- Les fracassantes révélations de la mère de la victime
- L’enquête de la gendarmerie bat de l’aile, malgré les pistes avancées
- Les projets de la victime hypothéqués
Jeudi 4 décembre dernier, les populations de Kouthia Couroumba dans la communauté rurale de Sinthiou Maléme, située à 13 kilomètres de Tambacounda faisaient une macabre découverte : le corps sans vie de leur fils, Sally Sakho, âgé de 30 ans, émigré, basé en France, revenu au bercail pour des vacances, trouvé mort non loin de leur village vers les coups de 18 heures. Sally Sakho a été abattu de plein fouet par des bandits armés de fusils à bord d’une moto en compagnie de son ami mécanicien, Doro Kanté.
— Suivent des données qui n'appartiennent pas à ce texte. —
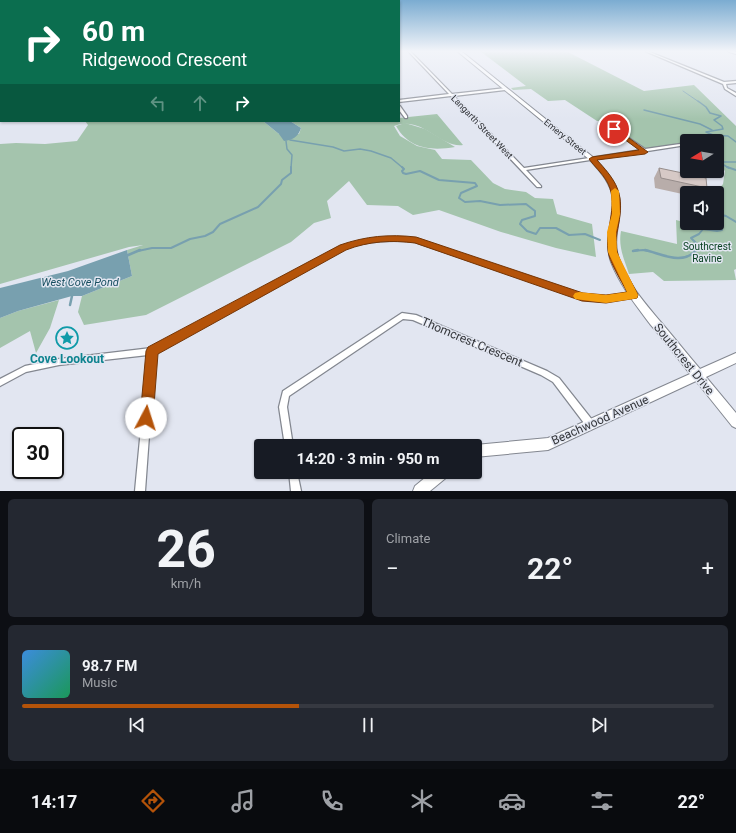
<!DOCTYPE html>
<meta charset="utf-8">
<style>
:root{--surface:#171b24;--page:#242831;--text:#f1f3f6;--muted:#9ea1a6;--line:#363941;--accent:#b45309}
body{margin:0;font-family:Roboto,sans-serif;background:var(--page);color:var(--text);height:100vh;display:flex;flex-direction:column;font-size:15px;white-space:nowrap}
*{box-sizing:border-box;margin:0}
p{font-size:13px;color:var(--muted)}
.icon{flex:none;width:22px;height:22px;fill:none;stroke:currentColor;stroke-width:2;stroke-linecap:round;stroke-linejoin:round}
.map{position:relative;height:491px;overflow:hidden}
.details{display:flex;flex-direction:column;gap:8px;padding:8px;background:#0d0f14;flex:1}
.details>*{flex:none}
.banner{position:absolute;left:0px;top:0px;width:400px;height:122px;box-shadow:0 1px 3px #0004;background:#0b6e4f;color:#fff;overflow:hidden}
.needle{width:26px;rotate:259deg}
.tools{position:absolute;left:680px;top:134px;display:grid;gap:8px}
.tools a{display:grid;place-items:center;width:44px;height:44px;border-radius:4px;background:var(--surface);box-shadow:0 1px 3px #0004;font-size:20px}
.speed{position:absolute;left:12px;top:427px;display:flex;gap:8px;font-size:20px;font-weight:700;text-align:center}
.speed>*{display:grid;place-content:center;width:52px;height:52px;border-radius:50%;background:var(--surface);box-shadow:0 1px 3px #0004;line-height:1}
.speed .limit{border:2px solid #111;border-radius:6px;background:#fff;color:#111}
.pin{position:absolute;display:grid;place-items:center;width:34px;height:34px;color:#fff;margin:-17px;border:2px solid #fff;border-radius:50%;box-shadow:0 1px 4px #0007}
.me{position:absolute;width:44px;margin:-22px;rotate:5deg;stroke-linejoin:round;filter:drop-shadow(0 0 3px #0008)}
.turn{display:flex;align-items:center;gap:14px;height:84px;padding:0 16px;font-size:18px}
.turn .icon{width:52px;height:52px;stroke-width:2.5}
.turn b{display:block;font-size:28px;line-height:34px}
.lanes{display:flex;align-items:center;height:38px;padding:0 16px;background:#0003;justify-content:center;gap:20px;direction:ltr}
.lanes .off{opacity:.35}
.big{font-size:30px;font-weight:700;line-height:1.1}
.details .widget{flex:1;display:flex;flex-direction:column;justify-content:center;gap:6px;min-width:0;padding:0 14px;border-radius:6px;background:var(--page)}
.details .dial{align-items:center;gap:0}
.dial b{font-size:52px;line-height:1}
.song{display:flex;align-items:center;gap:12px}
.cover{width:48px;height:48px;border-radius:6px;background:linear-gradient(135deg,hsl(210 70% 55%),hsl(150 70% 35%))}
.played{height:4px;border-radius:2px;background:linear-gradient(90deg,var(--accent) 40%,var(--line) 40%)}
.keys{display:flex;justify-content:space-around;direction:ltr}
.heat{display:flex;justify-content:space-between;align-items:center;font-size:22px;direction:ltr}
.details .tiles{flex:1;display:grid;gap:8px;grid-template-columns:1fr 1fr}
.widget:last-child{grid-column:span 2}
.trip{position:absolute;left:254px;top:439px;width:228px;height:40px;border-radius:4px;background:var(--surface);box-shadow:0 1px 3px #0004;font-weight:700;line-height:40px;text-align:center}
.tabs{display:flex;height:64px;justify-content:space-around;align-items:center;background:#090b0e;color:var(--muted)}
.tabs .icon{width:28px;height:28px}
.tabs .current{color:var(--accent)}
.tabs b{font-size:18px;color:var(--text)}
.map>svg:first-child{display:block}
.green{fill:#a4c4ad}
.water{fill:#78a0af}
.lines{fill:none;stroke-linecap:round;stroke-linejoin:round}
.stream-far3{stroke:#78a0af;stroke-width:1}
.stream-far2{stroke:#78a0af;stroke-width:1.5}
.stream-far1{stroke:#78a0af;stroke-width:2}
.stream{stroke:#78a0af;stroke-width:2.5}
.street-casing{stroke:#838790;stroke-width:2.5}
.secondary-casing{stroke:#838790;stroke-width:2}
.street{fill:#fff;fill-rule:evenodd}
.secondary{fill:#fff;fill-rule:evenodd}
.wall{fill:#b8adaa}
.building{fill:#d6c9c6;stroke:#968d8b}
.route{fill:#b45309;stroke:#753606}
.slow{fill:#f59e0b}
.labels{text-anchor:middle;dominant-baseline:central;stroke-width:3;stroke-linejoin:round;paint-order:stroke}
.far-street-label{font-size:9px;fill:#333539;stroke:#e2e6f1}
.park-label{font-size:10px;fill:#094122;stroke:#e2e6f1}
.water-label{font-size:11px;font-style:italic;fill:#174e60;stroke:#e2e6f1}
.near-street-label{font-size:12px;fill:#333539;stroke:#e2e6f1}
.near-culture-label{font-size:12px;font-weight:bold;fill:#0d838f;stroke:#e2e6f1}
</style>
<div class="map">
<svg width="736" height="491" viewBox="0 0 736 491">
<rect width="100%" height="100%" fill="#e2e6f1"/>
<g class="green">
<path d="M480 51H566L644 91 694 85 736 126V269L734 270 736 280 664 281 653 272 629 274C624 259 618 246 621 231L677 244 676 220 687 223H717V193H716L723 184 725 171 717 163V141H687V148L681 143 647 150 607 121H597L565 100 548 101 531 89 513 90 511 88 526 86Z"/>
<path d="M437 114 463 145C439 148 423 115 394 126L400 136 417 146 435 150 442 159 471 160 493 183 505 189 526 192 535 198 553 199 557 214 592 224 596 257 556 248 501 232 439 210 413 215 398 206 367 205 349 181 327 201 331 218 314 223 291 242 146 315 84 325 78 312 82 296 132 276 127 250 143 245 129 247 0 284V144L16 143 45 144 77 141 88 125 85 121H263L279 134H299L301 128 290 121H399V118Z"/>
<path d="M405 123 425 129 455 147C431 151 409 149 396 126Z"/>
<path d="M59 300 50 328 36 353 30 331 0 348V318L18 311Z"/>
</g>
<g class="water">
<path d="M263 121H290L301 128C298 137 293 140 284 141L279 134Z"/>
<path d="M127 250 132 276 82 296H72L18 311 0 318V288L68 271Z"/>
</g>
<g class="lines">
<path class="stream-far3" d="M683 91 699 102"/>
<g class="stream-far2">
<path d="M698 101 706 107 710 113 721 116 714 120 722 126 723 129 706 132 713 135 728 136 736 142"/>
<path d="M644 110 700 124 712 130"/>
<path d="M290 140 333 147 344 151 360 149 371 151 391 158 403 168"/>
<path d="M286 141 287 149 292 155 291 168"/>
<path d="M729 168 722 164V162H736"/>
</g>
<g class="stream-far1">
<path d="M402 167 404 169 402 171 403 173 406 174 420 171 439 180 475 183 477 186 461 193 459 198 465 202 480 201 500 205 526 204 535 211V216L522 220 520 224 527 231 536 234 540 228H556L569 235 585 234 600 240"/>
<path d="M727 167 736 170"/>
<path d="M717 214 726 216 736 222"/>
<path d="M138 251 152 248H171L190 239 205 236 213 232 220 224 258 207 281 184 282 180 291 173V167"/>
<path d="M633 251 643 250 649 251"/>
<path d="M696 251 697 244 691 238 699 234 703 229 717 231 722 230 716 223"/>
</g>
<g class="stream">
<path d="M645 250C662 254 683 266 696 250"/>
<path d="M633 251 638 250"/>
<path d="M126 256 140 250"/>
<path d="M70 305 72 296"/>
</g>
<g class="street-casing">
<g id="street">
<path d="M408 51H410L452 94 506 88 507 89 505 90 454 96 524 168 641 150 603 123 602 122 604 121 645 149 680 144 682 145 680 146 526 170 541 186V187H537L451 96 399 102V100L449 94Z"/>
<path d="M645 51H647L724 82 736 81V83L726 84 727 88 736 93V96L725 89 723 84Z"/>
<path d="M399 106H400L407 116V118H405L399 110Z"/>
<path d="M397 237 418 239 582 295 606 297 633 293H635L636 295 635 297H633L606 301 582 299 415 242C391 239 368 241 345 248L155 353 145 491H135L148 355 59 365 26 372 0 386V379L25 366 59 359 151 348 341 246 370 239Z"/>
<path d="M402 313 416 315 547 371 559 378 593 421 594 424 593 427 590 428 587 427 553 382 541 375 413 320 403 319 289 396 287 407 293 446H285L279 407 283 391Z"/>
<path d="M289 472H297L301 491H291Z"/>
</g>
</g>
<g class="secondary-casing">
<g id="secondary">
<path d="M457 51H461L594 158C607 171 621 187 620 208 619 227 612 243 620 262 628 284 644 302 659 320 673 336 686 353 700 369L736 353V363L706 377 736 413V428L732 426 696 381 548 450 475 457V446H472L475 445 548 438 690 374C677 357 664 340 650 324 635 304 620 285 611 262 603 239 615 221 613 199 611 183 600 171 590 160Z"/>
<path d="M728 51 736 52V54L729 52Z"/>
<path d="M432 472H448L447 477 430 491H413L415 486Z"/>
</g>
</g>
<use href="#street" class="street"/>
<use href="#secondary" class="secondary"/>
</g>
<path class="wall" d="M659 168 707 188 704 193H687V195L655 188 654 178Z"/>
<path class="building" d="M659 168 706 178 707 188 661 178Z"/>
<linearGradient id="sky" x2="0" y2="1"><stop stop-color="#7bacd1"/><stop offset="0.43" stop-color="#f2f4f9"/><stop offset="1" stop-color="#f2f4f9" stop-opacity="0"/></linearGradient>
<rect width="736" height="119" fill="url(#sky)"/>
<path class="route" d="M614 127 648 152 645 154 597 160C613 178 623 189 620 215 619 227 614 238 617 251 619 262 633 284 638 295L637 298 606 303 582 301 415 243C392 240 369 241 346 250L158 354 153 418 151 422 146 424 142 422 140 418 146 351 148 347 340 245C366 236 389 234 416 237L583 293 606 295 627 292C622 282 608 260 608 250 605 227 620 202 606 180 602 173 594 166 589 159L592 157 639 150 612 130 611 129Z"/>
<path class="slow" d="M615 188 619 191 620 214 616 232 617 252 638 295 637 298 633 299 606 303 575 299 573 296 575 293 579 292 606 295 627 292 608 252 607 232 612 214 611 191Z"/>
<defs>
<g id="sight-ring" transform="scale(1.15)"><circle r="9.5" fill="#e2e6f1" stroke="#0f9aa8" stroke-width="1.5"/><path d="M0-6L1.8-2.2L6-1.7L2.9 1.2L3.7 5.4L0 3.3L-3.7 5.4L-2.9 1.2L-6-1.7L-1.8-2.2Z" fill="#0f9aa8"/></g>
</defs>
<g fill-rule="evenodd">
<use href="#sight-ring" x="67" y="338"/>
</g>
<g class="labels">
<g class="far-street-label">
<text transform="translate(482 127) rotate(46)">Langarth Street West</text>
<text transform="translate(565 137) rotate(39)">Emery Street</text>
</g>
<g class="park-label">
<text x="707" y="246">Southcrest<tspan x="707" dy="12">Ravine</tspan></text>
</g>
<g class="water-label">
<text x="80" y="282">West Cove Pond</text>
</g>
<g class="near-street-label">
<text transform="translate(472 342) rotate(23)">Thomcrest Crescent</text>
<text transform="translate(684 359) rotate(51)">Southcrest Drive</text>
<text transform="translate(600 420) rotate(-24)">Beachwood Avenue</text>
</g>
<g class="near-culture-label">
<text x="67" y="359">Cove Lookout</text>
</g>
</g>
</svg>
<div class="tools">
<a><svg class="needle" viewBox="-14 -14 28 28"><path d="M0-13l5 13h-10z" fill="#e53935"/><path d="M0 13l5-13h-10z" fill="#9ea1a6"/></svg></a>
<a><svg class="icon" aria-label="sound" viewBox="0 0 24 24"><path d="M4 9h4l5-4v14l-5-4H4zM17 9q2 3 0 6"/></svg></a>
</div>
<div class="speed"><div class="limit">30</div></div>
<div class="pin" style="left:614px;top:129px;background:#d93025"><svg class="icon" aria-label="arrive" viewBox="0 0 24 24"><path d="M6 21V4h12l-3 4 3 4H6"/></svg></div>
<svg class="me" style="left:146px;top:418px" viewBox="-20 -20 40 40"><circle r="19" fill="#fff"/><path d="M0-13L10 11 0 6-10 11z" fill="#b45309"/></svg>
<div class="trip">14:20 · 3 min · 950 m</div>
<div class="banner">
<div class="turn"><svg class="icon" aria-label="right" viewBox="0 0 24 24"><path d="M7 20v-9h11M14 6l5 5-5 5"/></svg><div><b>60 m</b>Ridgewood Crescent</div></div>
<div class="lanes"><svg class="icon off" aria-label="left" viewBox="0 0 24 24"><path d="M17 20v-9H6M10 6l-5 5 5 5"/></svg><svg class="icon off" aria-label="ahead" viewBox="0 0 24 24"><path d="M12 20V5M6 11l6-6 6 6"/></svg><svg class="icon" aria-label="right" viewBox="0 0 24 24"><path d="M7 20v-9h11M14 6l5 5-5 5"/></svg></div>
</div>
</div>
<section class="details">
<div class="tiles">
<div class="widget dial"><b>26</b><p>km/h</p></div>
<div class="widget"><p>Climate</p>
<div class="heat"><a>−</a><b class="big">22°</b><a>+</a></div>
</div>
<div class="widget">
<div class="song"><i class="cover"></i><div><b>98.7 FM</b><p>Music</p></div></div>
<div class="played"></div>
<div class="keys"><svg class="icon" aria-label="previous" viewBox="0 0 24 24"><path d="M18 5L8 12l10 7zM5 5v14"/></svg><svg class="icon" aria-label="pause" viewBox="0 0 24 24"><path d="M8 5v14M16 5v14"/></svg><svg class="icon" aria-label="next" viewBox="0 0 24 24"><path d="M6 5l10 7-10 7zM19 5v14"/></svg></div>
</div>
</div>
</section>
<nav class="tabs">
<b>14:17</b>
<svg class="icon current" aria-label="directions" viewBox="0 0 24 24"><path d="M12 3l9 9-9 9-9-9zM9 14v-3h6M13 9l2 2-2 2"/></svg>
<svg class="icon" aria-label="music" viewBox="0 0 24 24"><path d="M9 18V5l10-2v13"/><circle cx="6" cy="18" r="3"/><circle cx="16" cy="16" r="3"/></svg>
<svg class="icon" aria-label="phone" viewBox="0 0 24 24"><path d="M5 4h4l2 5-3 2q2 4 5 5l2-3 5 2v4C11 20 4 13 5 4z"/></svg>
<svg class="icon" aria-label="climate" viewBox="0 0 24 24"><path d="M12 3v18M4 7l16 10M4 17L20 7"/></svg>
<svg class="icon" aria-label="car" viewBox="0 0 24 24"><path d="M5 17H2v-5l4-1 3-4h7l3 4 3 1v5h-3M9 17h6M6 11h13"/><circle cx="7" cy="17" r="2"/><circle cx="17" cy="17" r="2"/></svg>
<svg class="icon" aria-label="filters" viewBox="0 0 24 24"><path d="M4 7h16M4 17h16"/><circle cx="9" cy="7" r="2"/><circle cx="15" cy="17" r="2"/></svg>
<b>22°</b>
</nav>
Séjournant dans son village depuis Octobre dernier, Sally venait juste de célébrer la venue de son épouse Goundo Aïdara qu’il a épousée en 2004. Aujourd’hui c’est tout un village et ses environs qui pleurent leur fils, frère et ami, parti à jamais, laissant derrière une veuve, des projets parmi ceux-ci, un appartement en construction dans sa grande maison familiale. Sa maman, effondrée par la mort tragique de son fils, s’en remet à Dieu, et interpelle même le président de la République pour que justice soit faite dans cette affaire. Selon la dame Bouthiné Sakho, les assassins de son fils habitent Tambacounda.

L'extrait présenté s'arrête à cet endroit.